The prime minister, Theresa May, says that two options are still on the table. Option one, May’s preferred option, is of a customs partnership, whereby the UK collects tariffs on behalf of the EU. There is opposition to this within the Cabinet and outside, with Brexiters against it, saying it is unworkable, or ‘crazy’ to use the foreign secretary Boris Johnson’s term. Johnson may be right unless the partnership looks very much like the existing customs union, which is unacceptable to the hard Brexiters in the Tory party.
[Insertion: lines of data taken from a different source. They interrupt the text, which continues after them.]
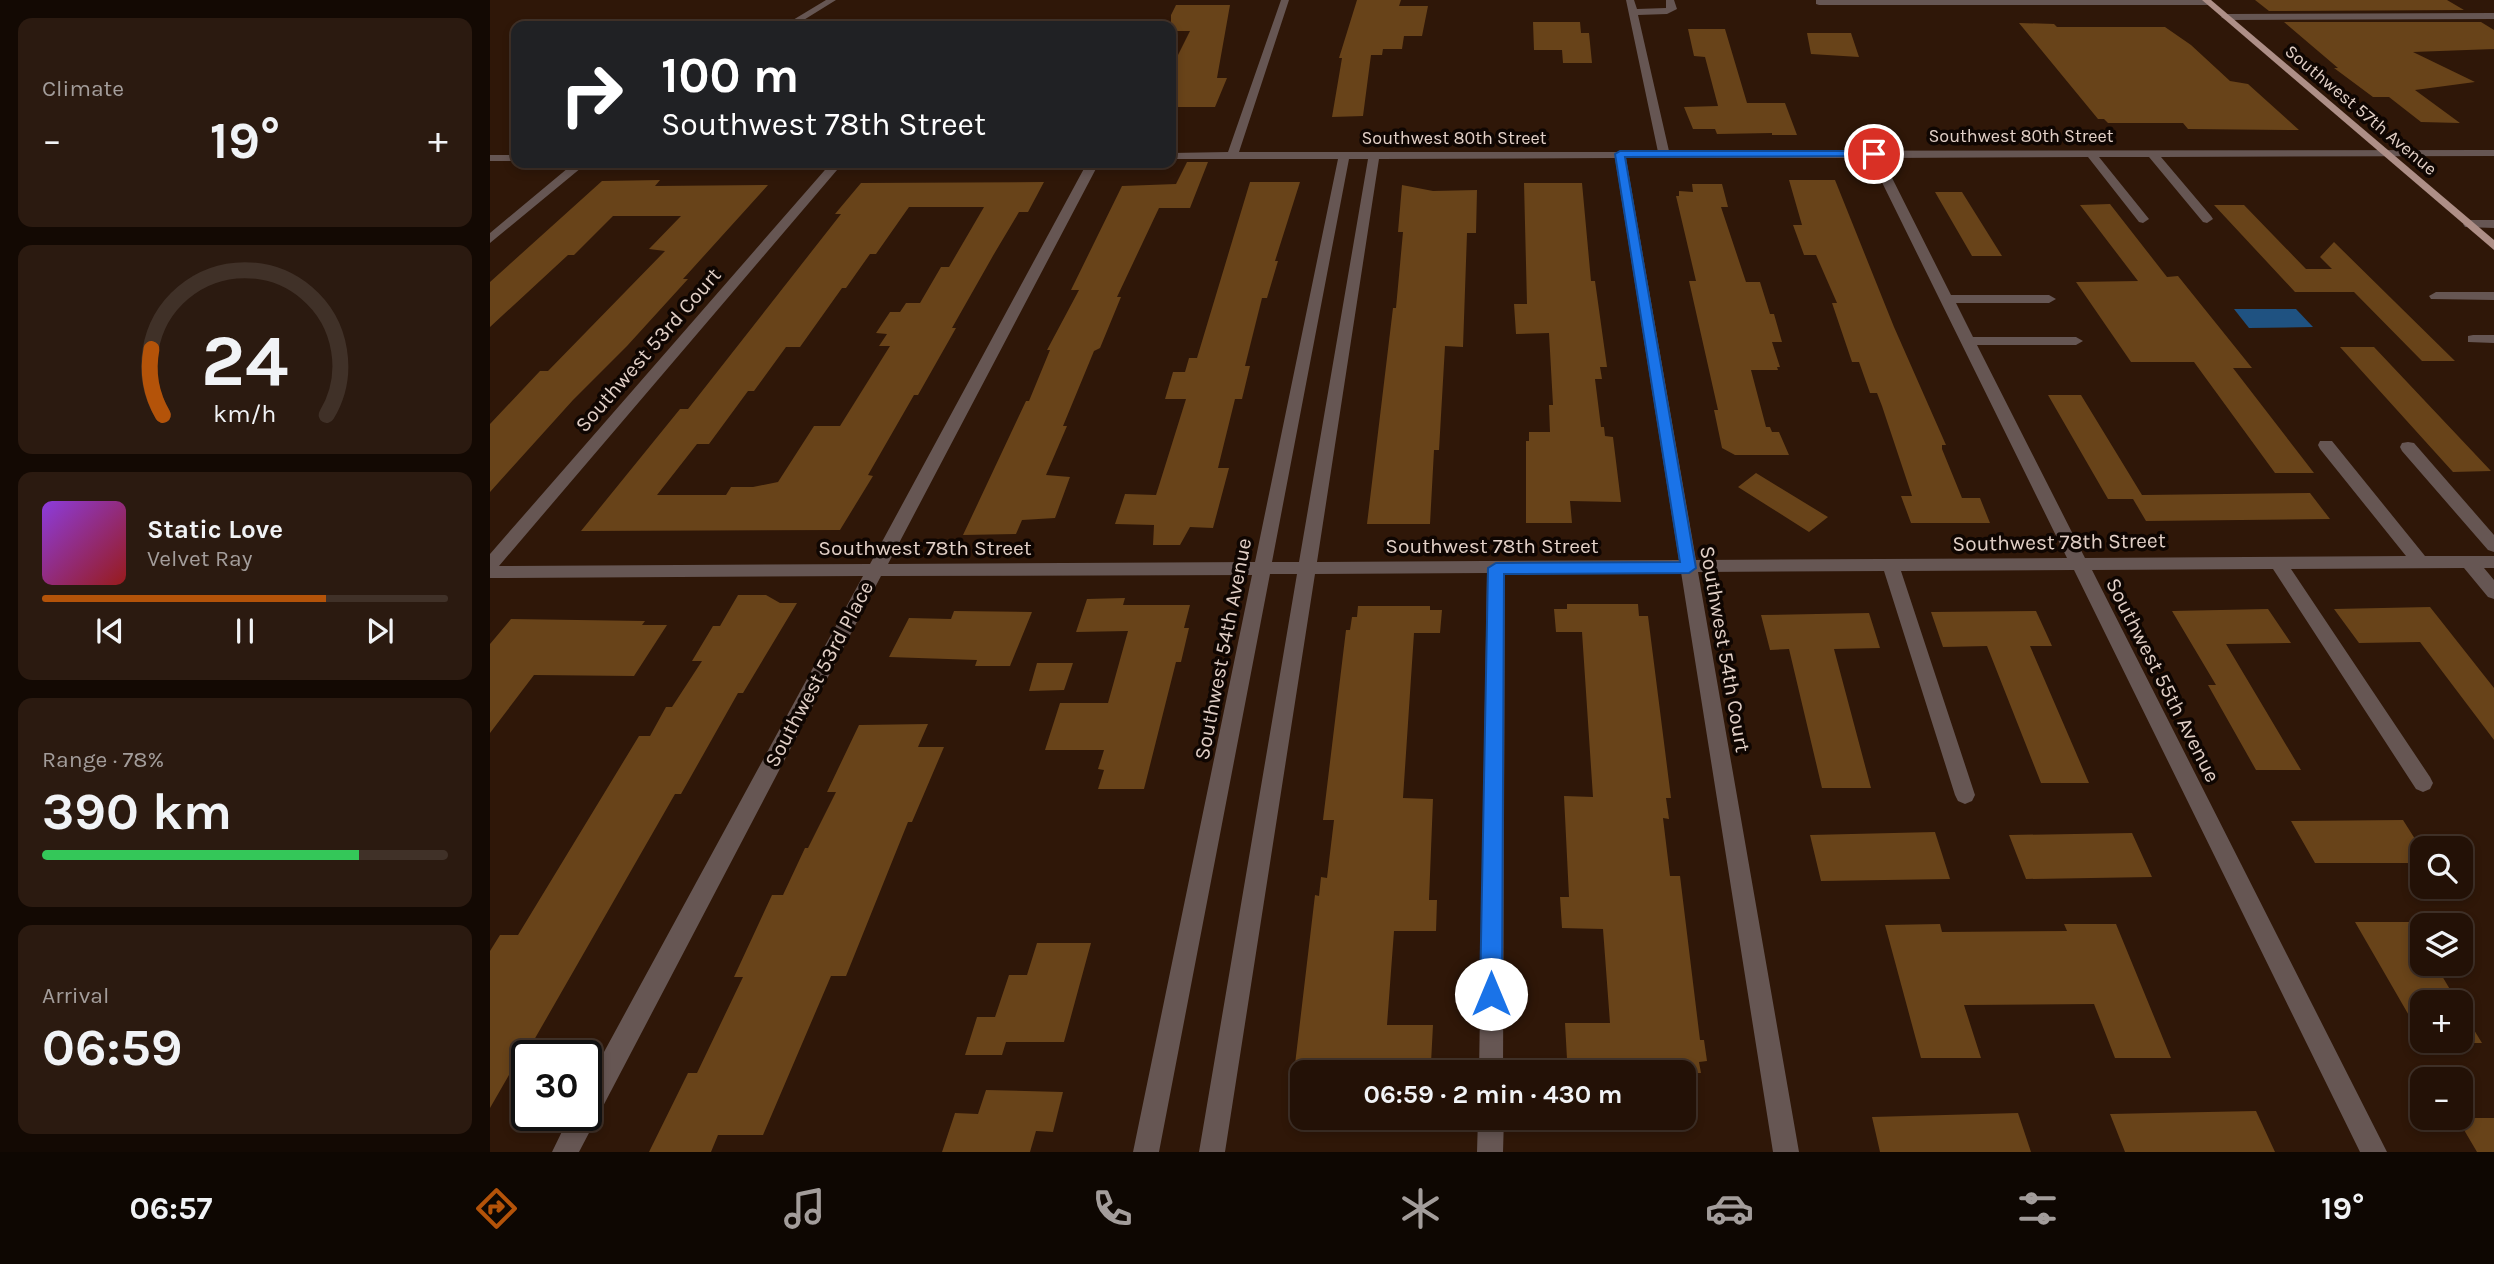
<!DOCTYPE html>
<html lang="en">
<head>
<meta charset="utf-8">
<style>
  :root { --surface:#231106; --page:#2b1a10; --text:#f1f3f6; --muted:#a39d9b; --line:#403128; --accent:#b45309 }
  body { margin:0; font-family:Karla,sans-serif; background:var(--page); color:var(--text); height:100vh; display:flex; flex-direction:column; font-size:26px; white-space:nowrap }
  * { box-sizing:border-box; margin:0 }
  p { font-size:23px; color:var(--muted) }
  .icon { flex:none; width:38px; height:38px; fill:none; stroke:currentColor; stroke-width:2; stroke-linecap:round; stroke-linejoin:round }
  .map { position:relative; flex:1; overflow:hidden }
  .sheet { display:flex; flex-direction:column; gap:18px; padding:18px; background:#130903; width:490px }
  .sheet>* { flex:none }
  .hud { position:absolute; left:21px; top:21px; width:665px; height:147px; border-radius:14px; box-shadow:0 4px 10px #0003,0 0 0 2px var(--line); background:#202124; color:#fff; overflow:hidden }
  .controls { position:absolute; left:1920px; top:836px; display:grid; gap:14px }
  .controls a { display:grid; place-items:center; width:63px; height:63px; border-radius:14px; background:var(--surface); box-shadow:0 4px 10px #0003,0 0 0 2px var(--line); font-size:35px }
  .speed { position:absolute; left:21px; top:1040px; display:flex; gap:14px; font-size:35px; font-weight:700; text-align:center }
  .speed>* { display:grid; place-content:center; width:91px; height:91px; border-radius:50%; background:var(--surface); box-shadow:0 4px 10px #0003,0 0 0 2px var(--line); line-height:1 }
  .speed .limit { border:4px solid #111; border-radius:10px; background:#fff; color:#111 }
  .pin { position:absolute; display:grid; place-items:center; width:60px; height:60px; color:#fff; margin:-30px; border:4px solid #fff; border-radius:50%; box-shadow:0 2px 7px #0007 }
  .me { position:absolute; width:77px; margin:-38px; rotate:0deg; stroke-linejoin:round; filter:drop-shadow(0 0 5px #0008) }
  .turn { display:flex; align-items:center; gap:24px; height:147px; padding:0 35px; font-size:32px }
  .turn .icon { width:91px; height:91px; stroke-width:2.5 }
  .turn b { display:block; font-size:49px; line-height:60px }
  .big { font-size:52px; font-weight:700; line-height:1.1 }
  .sheet .widget { flex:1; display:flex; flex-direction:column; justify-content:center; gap:10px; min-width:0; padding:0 24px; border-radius:14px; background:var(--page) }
  .sheet .dial { align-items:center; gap:0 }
  .dial svg { height:182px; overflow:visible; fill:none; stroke:var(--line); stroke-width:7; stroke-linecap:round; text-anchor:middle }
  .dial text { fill:var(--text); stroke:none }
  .song { display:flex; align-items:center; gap:21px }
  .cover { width:84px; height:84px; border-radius:10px; background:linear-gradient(135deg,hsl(270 70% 55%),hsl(0 70% 35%)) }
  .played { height:7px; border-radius:4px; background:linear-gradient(90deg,var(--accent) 70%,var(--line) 70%) }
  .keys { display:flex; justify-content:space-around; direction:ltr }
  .heat { display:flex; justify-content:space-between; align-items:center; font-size:38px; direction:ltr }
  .charge { height:10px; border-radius:5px; background:linear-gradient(90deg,#34c759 78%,var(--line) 0) }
  .trip { position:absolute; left:800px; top:1060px; width:406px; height:70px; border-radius:14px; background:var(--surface); box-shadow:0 4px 10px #0003,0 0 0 2px var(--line); font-weight:700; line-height:70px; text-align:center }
  .tabs { display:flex; height:112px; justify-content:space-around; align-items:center; background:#0e0702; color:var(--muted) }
  .tabs .icon { width:49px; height:49px }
  .tabs .active { color:var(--accent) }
  .tabs b { font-size:32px; color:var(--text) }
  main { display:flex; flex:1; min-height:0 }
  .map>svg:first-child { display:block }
  .water { fill:#1f5281 }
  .building { fill:#684319; fill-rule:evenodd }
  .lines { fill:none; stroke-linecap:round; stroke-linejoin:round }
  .minor { fill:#665653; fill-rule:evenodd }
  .major { fill:#ae8f87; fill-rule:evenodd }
  .route { fill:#1a73e8; stroke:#114b97; stroke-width:2 }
  .labels { text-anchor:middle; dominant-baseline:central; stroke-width:7; stroke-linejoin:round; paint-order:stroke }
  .far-street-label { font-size:18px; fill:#e2d0c7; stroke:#0f0602 }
  .street-label { font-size:21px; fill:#e2d0c7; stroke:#0f0602 }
</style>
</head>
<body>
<main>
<section class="sheet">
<div class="widget"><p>Climate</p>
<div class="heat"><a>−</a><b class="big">19°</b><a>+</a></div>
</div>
<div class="widget dial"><svg viewBox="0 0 100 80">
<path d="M14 69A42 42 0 1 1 86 69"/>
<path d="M14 69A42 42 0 0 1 9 40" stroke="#b45309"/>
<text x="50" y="56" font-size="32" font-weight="700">24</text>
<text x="50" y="72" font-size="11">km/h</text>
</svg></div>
<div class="widget">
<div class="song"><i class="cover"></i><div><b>Static Love</b><p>Velvet Ray</p></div></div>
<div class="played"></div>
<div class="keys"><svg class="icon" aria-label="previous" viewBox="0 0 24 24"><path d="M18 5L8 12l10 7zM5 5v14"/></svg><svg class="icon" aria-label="pause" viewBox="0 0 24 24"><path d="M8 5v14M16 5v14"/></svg><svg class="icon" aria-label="next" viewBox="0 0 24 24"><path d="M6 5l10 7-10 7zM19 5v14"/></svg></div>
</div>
<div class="widget"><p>Range · 78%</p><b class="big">390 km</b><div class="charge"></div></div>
<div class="widget"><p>Arrival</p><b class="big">06:59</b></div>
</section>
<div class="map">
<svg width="2004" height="1152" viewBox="0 0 2004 1152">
  <rect width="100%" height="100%" fill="#2f1708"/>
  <path class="water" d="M1806 309 1823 327 1759 328 1744 309Z"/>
  <path class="building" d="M867 0H911L909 6H938L932 36H914L912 49H893L892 55H881L873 116 842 117 852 58H849Z
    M1765 0H1957L1974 10 1779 11Z
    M686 5H740L727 78H737L725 107H681V69L700 31H681V15Z
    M1043 22H1090L1091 33H1099L1102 63H1073L1072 50H1044Z
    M1794 22H1991L2004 30V49L1923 52 1985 82 1925 90 1970 123 1931 122 1899 97H1883L1844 68H1848Z
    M1529 23 1564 24 1567 27H1675L1701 45 1740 81 1758 84 1809 130 1698 129 1693 123H1618L1614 119H1608Z
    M1198 29H1235L1257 103H1295L1307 135H1282V133L1227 134 1225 129H1203L1194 107 1228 106 1215 57 1204 56Z
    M1317 33H1361L1369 57 1321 54Z
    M697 162H718L700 208H669L627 297H631L610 348 604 351 573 426H577L556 475 580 477 565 518 532 520 526 534 473 535 536 401H539L560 350H557L589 290H581L632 186 686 184Z
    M170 180 165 186 278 185 193 279H198L137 346 83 400 0 492V424L50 371H58L175 251 159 249 191 216H123L84 255H78L0 327V282L112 181Z
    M1299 180H1345L1404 327 1456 445H1452V449L1472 498H1490L1500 523H1421L1411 496H1422L1392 406 1387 393H1380L1369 362H1362L1342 303H1347L1326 255H1314L1303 225H1312Z
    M554 182 538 212H529L504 254 462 328H466L428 395H424L378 475 383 476 350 530 91 531 190 409H198L351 214H345L371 183ZM419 207H494L459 267H451L430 303H416L410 312H400L386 333 397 334 389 346H400L350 426H324L288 482 263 487H241L236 495H167L207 444H219L258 391H264L296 347H310L352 288H356L380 254H386Z
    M760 182H810L785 261H788L777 298H772L755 366H760L752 399H745L728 468H739L723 528 700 527 690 545H663L664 525 625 524 635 494 666 495 696 399H675L683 372H695L699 358H707Z
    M1034 183H1092L1101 281H1105L1117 367H1110L1112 379H1105L1111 427H1114L1115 436 1123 437 1131 502 1080 501 1082 523H1036V441H1039V432H1060L1059 405H1063L1059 333 1026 334 1024 304H1037Z
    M1202 184H1232L1238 207H1231L1256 282H1270L1280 314H1284L1292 342H1282L1290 367H1287L1288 370H1261L1276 427H1280L1282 432H1289L1299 455H1245L1232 448 1224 410H1228L1199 281H1206L1186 196H1189V191L1203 192Z
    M912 185 943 191 987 190 986 233H977L973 347 955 346 949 450H944L940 524H877L903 308H906L913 232H908Z
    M1445 192H1472L1512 256H1482Z
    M1620 204 1677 277 1688 276 1762 368H1743L1824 473H1785L1704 362H1641L1586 282 1648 281 1590 205Z
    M1724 205H1754L1816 269H1842L1830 257 1844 242 1965 361H1932L1864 292H1805Z
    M1850 347H1884L2001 471 1963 472Z
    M1558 395H1591L1652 495 1820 493 1840 519 1656 521 1643 499H1618Z
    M1266 473 1338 517 1319 532 1248 487Z
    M248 595H276L290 603H307L253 693H248L191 794H185L36 1054H31L0 1108V951L10 935H28L149 736H160L176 707H182L212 661H202L223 626H230Z
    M635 598 633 605H700L694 628H699L691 662H686L654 789H608L614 770 608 769 614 750H555L570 703H618L638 631 586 632 597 599Z
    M1077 604H1148L1149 616H1158L1181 798H1176L1179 819 1173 818 1180 876H1190L1210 1040H1214L1217 1061 1209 1062 1211 1073H1087V1060L1077 1059 1075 1023H1120L1113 929 1072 928 1070 897H1079L1074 796 1103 797 1092 632H1066L1064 609H1077Z
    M868 606H940V610H952L950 633H924L913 798 943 799 939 900H947L946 931H904L897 1025H943L941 1063H931L930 1073H804L825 895 829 896 831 877 837 878 844 820H833L856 630H860L862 617H867Z
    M1940 607 2004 688V740L1930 642 1869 643 1844 609Z
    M1778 609 1801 643 1736 644 1811 770H1766L1718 685H1726L1682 611Z
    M464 611 542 612 520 666H485L487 660 399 657 419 618 461 619Z
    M1546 611 1562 646H1540L1599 783H1551L1497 646 1453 647 1441 612Z
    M1379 613 1390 648 1344 649 1381 788H1332L1299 649 1280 650 1271 615Z
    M21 619 155 621 152 625H177L144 676 44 675 0 733V644Z
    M547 663H583L574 690 539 691Z
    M438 724 428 747H454L422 822H418L356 976H341L273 1135H228L221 1152H159L198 1073H207L253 977H244L282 895H293L315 848H318L346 792H337L369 725Z
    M1913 820 1932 850V863H1825L1801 821Z
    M1445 832 1460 879 1331 881 1320 835Z
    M1642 833 1662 877 1536 879 1519 835Z
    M1865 922H1919L1932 943V964H1945L1968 1003H1932V1038Z
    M1450 924 1452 932 1577 931 1574 924H1626L1681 1058H1625L1604 1004 1474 1005 1491 1058H1431L1395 925Z
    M547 943H601L574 1042H516L512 1055H475L487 1017H505L519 975H537Z
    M1970 1007 1992 1043H1935L1970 1041Z
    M496 1090 573 1092 563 1132 546 1131 540 1152H452L465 1113 488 1114Z
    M1766 1111 1785 1152H1635L1620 1114Z
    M1528 1113 1541 1152H1390L1382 1117Z
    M1967 1118H2004V1152H1987Z"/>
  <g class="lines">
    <path class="minor" d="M336 0H346L304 26H293Z
      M791 0H799L749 152H1168L1136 0H1144L1147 9 1176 8V0H1184L1187 9 1177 14 1148 15 1179 151 2004 150V156L1671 157 1721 216 1723 219 1717 223 1713 222 1659 157H1609L1659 219 1653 223 1649 222 1598 157 1392 158 1461 295H1559L1566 299 1559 303H1466L1483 337H1586L1593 341 1586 345H1487L1595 558 1916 556 1830 449 1828 445 1830 441H1842L1935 556H2004V568H1994L2004 580V599L1998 597 1974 568 1801 569 1940 777 1943 783 1940 789 1933 792 1926 789 1783 569 1602 570 1897 1152H1870L1584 570 1411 571 1485 795 1482 801 1475 804 1468 801 1465 795 1394 571 1208 572 1309 1152H1283L1191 572 1015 573 1013 1073H989L997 573 825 574 735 1152H709L807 574H780L669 1152H643L762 575 391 576 89 1152H62L80 1115H96V1085L373 576 0 578V554L341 163H353L9 566 380 564 597 163H609L398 564 765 562 848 159H681V153L738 152ZM1125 158 1189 560 827 562 889 159ZM1136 158H1380L1577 558 1206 560ZM859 159H878L809 562H782Z
      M1326 0H1721L1722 2 1718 5H1329L1326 4Z
      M2004 13V19L1736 20 1731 17 1736 14Z
      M0 155H26V161H0Z
      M84 163H97L0 243V233Z
      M1979 220H2004V228L1975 227 1973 224Z
      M1946 292H2004V300L1941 299 1939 296Z
      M1983 335H2004V343L1978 342V336Z
      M1918 442 1924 443 2004 535V552L1998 550 1912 451 1910 447 1912 443Z
      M988 1118H1014L1013 1152H987Z"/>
    <path class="major" d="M1712 0H1721L2004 240V250Z"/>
  </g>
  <path class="route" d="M1384 151H1387V156L1135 157 1206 568 1199 573 1014 574 1012 994 1009 1002 1001 1005 994 1002 990 994 998 568 1006 563 1190 562 1125 154 1130 151Z"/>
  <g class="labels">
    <g class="far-street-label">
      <text transform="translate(1871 110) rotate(40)">Southwest 57th Avenue</text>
      <text x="1531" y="136">Southwest 80th Street</text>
      <text x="964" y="138">Southwest 80th Street</text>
    </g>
    <g class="street-label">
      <text transform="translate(158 350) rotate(-49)">Southwest 53rd Court</text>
      <text transform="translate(1569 542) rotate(-1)">Southwest 78th Street</text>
      <text x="1002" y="546">Southwest 78th Street</text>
      <text x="435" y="548">Southwest 78th Street</text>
      <text transform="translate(733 649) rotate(-79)">Southwest 54th Avenue</text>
      <text transform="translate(1235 649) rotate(80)">Southwest 54th Court</text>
      <text transform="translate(329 674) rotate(-62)">Southwest 53rd Place</text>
      <text transform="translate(1673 680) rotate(63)">Southwest 55th Avenue</text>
    </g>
  </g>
</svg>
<div class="controls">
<a><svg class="icon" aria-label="search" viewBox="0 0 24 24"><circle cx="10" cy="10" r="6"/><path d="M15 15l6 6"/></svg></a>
<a><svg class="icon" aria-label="layers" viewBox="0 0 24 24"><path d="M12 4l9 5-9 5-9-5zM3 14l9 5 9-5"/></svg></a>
<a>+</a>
<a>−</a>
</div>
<div class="speed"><div class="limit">30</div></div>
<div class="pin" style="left:1384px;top:154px;background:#d93025"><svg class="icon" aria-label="arrive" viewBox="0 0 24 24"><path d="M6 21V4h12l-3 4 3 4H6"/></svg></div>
<svg class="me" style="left:1001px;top:994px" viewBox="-20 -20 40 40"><circle r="19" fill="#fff"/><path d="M0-13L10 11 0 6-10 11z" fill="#1a73e8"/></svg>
<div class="trip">06:59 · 2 min · 430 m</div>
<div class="hud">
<div class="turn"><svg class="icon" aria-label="right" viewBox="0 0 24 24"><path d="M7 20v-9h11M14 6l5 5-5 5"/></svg><div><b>100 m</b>Southwest 78th Street</div></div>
</div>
</div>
</main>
<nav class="tabs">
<b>06:57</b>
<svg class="icon active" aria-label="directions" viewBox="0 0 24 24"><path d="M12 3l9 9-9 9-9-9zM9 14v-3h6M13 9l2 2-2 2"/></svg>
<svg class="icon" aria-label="music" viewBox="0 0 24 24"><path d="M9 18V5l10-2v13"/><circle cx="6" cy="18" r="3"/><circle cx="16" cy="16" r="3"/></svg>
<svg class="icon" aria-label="phone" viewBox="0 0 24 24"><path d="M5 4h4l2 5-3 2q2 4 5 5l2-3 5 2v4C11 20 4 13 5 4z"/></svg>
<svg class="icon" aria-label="climate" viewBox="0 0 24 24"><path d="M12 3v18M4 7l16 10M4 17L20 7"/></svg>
<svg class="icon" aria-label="car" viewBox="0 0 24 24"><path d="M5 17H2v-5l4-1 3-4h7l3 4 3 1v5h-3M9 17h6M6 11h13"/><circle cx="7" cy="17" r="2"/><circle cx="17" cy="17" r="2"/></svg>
<svg class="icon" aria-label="filters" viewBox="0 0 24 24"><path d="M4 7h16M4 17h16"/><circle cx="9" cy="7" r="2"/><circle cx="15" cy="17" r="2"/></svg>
<b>19°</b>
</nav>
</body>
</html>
Option two is a so-called 'maximum facilitation' model, which is basically a fancy name for using smartphone apps to not check cars and lorries at the border. It is hard to see how this would stop smuggling between Northern Ireland and the Republic, and then on wider into the rest of EU. Cameras can’t possibly make the same checks on goods, as part of the ‘country of origin’ EU tariff rules. It is also likely that any cameras would be attacked, in a hark back to the violence largely brought to an end by the Good Friday Agreement.
So, with no agreement in government on a preferred solution to what replaces the customs union, the decision is delayed, in the hope that something will turn up. But the irony here is that both of the government’s options have already been ruled out by the EU as unworkable, even if they could decide on a unified position.
Meanwhile, the clock ticks ever louder as we approach leaving the EU, either with no deal at all, or if the prime minister holds to her word on the phase one negotiations, the fall back position is for the UK to remain in the customs union and possibly the single market as well. Neither of these outcomes will of course be acceptable to Tory MPs on either side of the debate.
This offers us a clue as to why May is pursuing a fantasy fix which is unacceptable to the EU, and on the surface a complete waste of precious time. Like everything about Brexit, this is about the Tory party’s obsession with Europe. May has survived as prime minister as long as she has since last year’s disastrous general election, by not confronting reality right up until the last minute, and then caving in to the EU. This is precisely what happened with phase one of the negotiations and why May was forced to accept the EU fall back position on the Irish border.
At the same time Parliament seems to be making its own mind up on Brexit, or least the majority of MPs anyway. There will be a vote in the House of Commons on staying in the customs union at some stage this year, after the Lords sent back the Brexit Bill amended to force the government’s hand. I think there is probably a comfortable majority in the House of Commons for staying in the customs union, now that Labour has made it part of their official policy.
If Parliament does indeed vote to remain in ‘a’ customs union with the EU, then May can say that she had no choice but to accept the decision, and the hard Brexit group of Tory MPs will be able to do nothing about it. Even if they brought down May’s government, any replacement prime minister would be in exactly the same position, with their hands tied.
So, maybe this is Mrs May’s cunning plan, keeping fudging until staying in the customs union becomes a fait accompli? It will be extremely amusing to see all those Tory Brexiters foaming at the mouth and even self-combusting, as the reality of what is going on sinks in.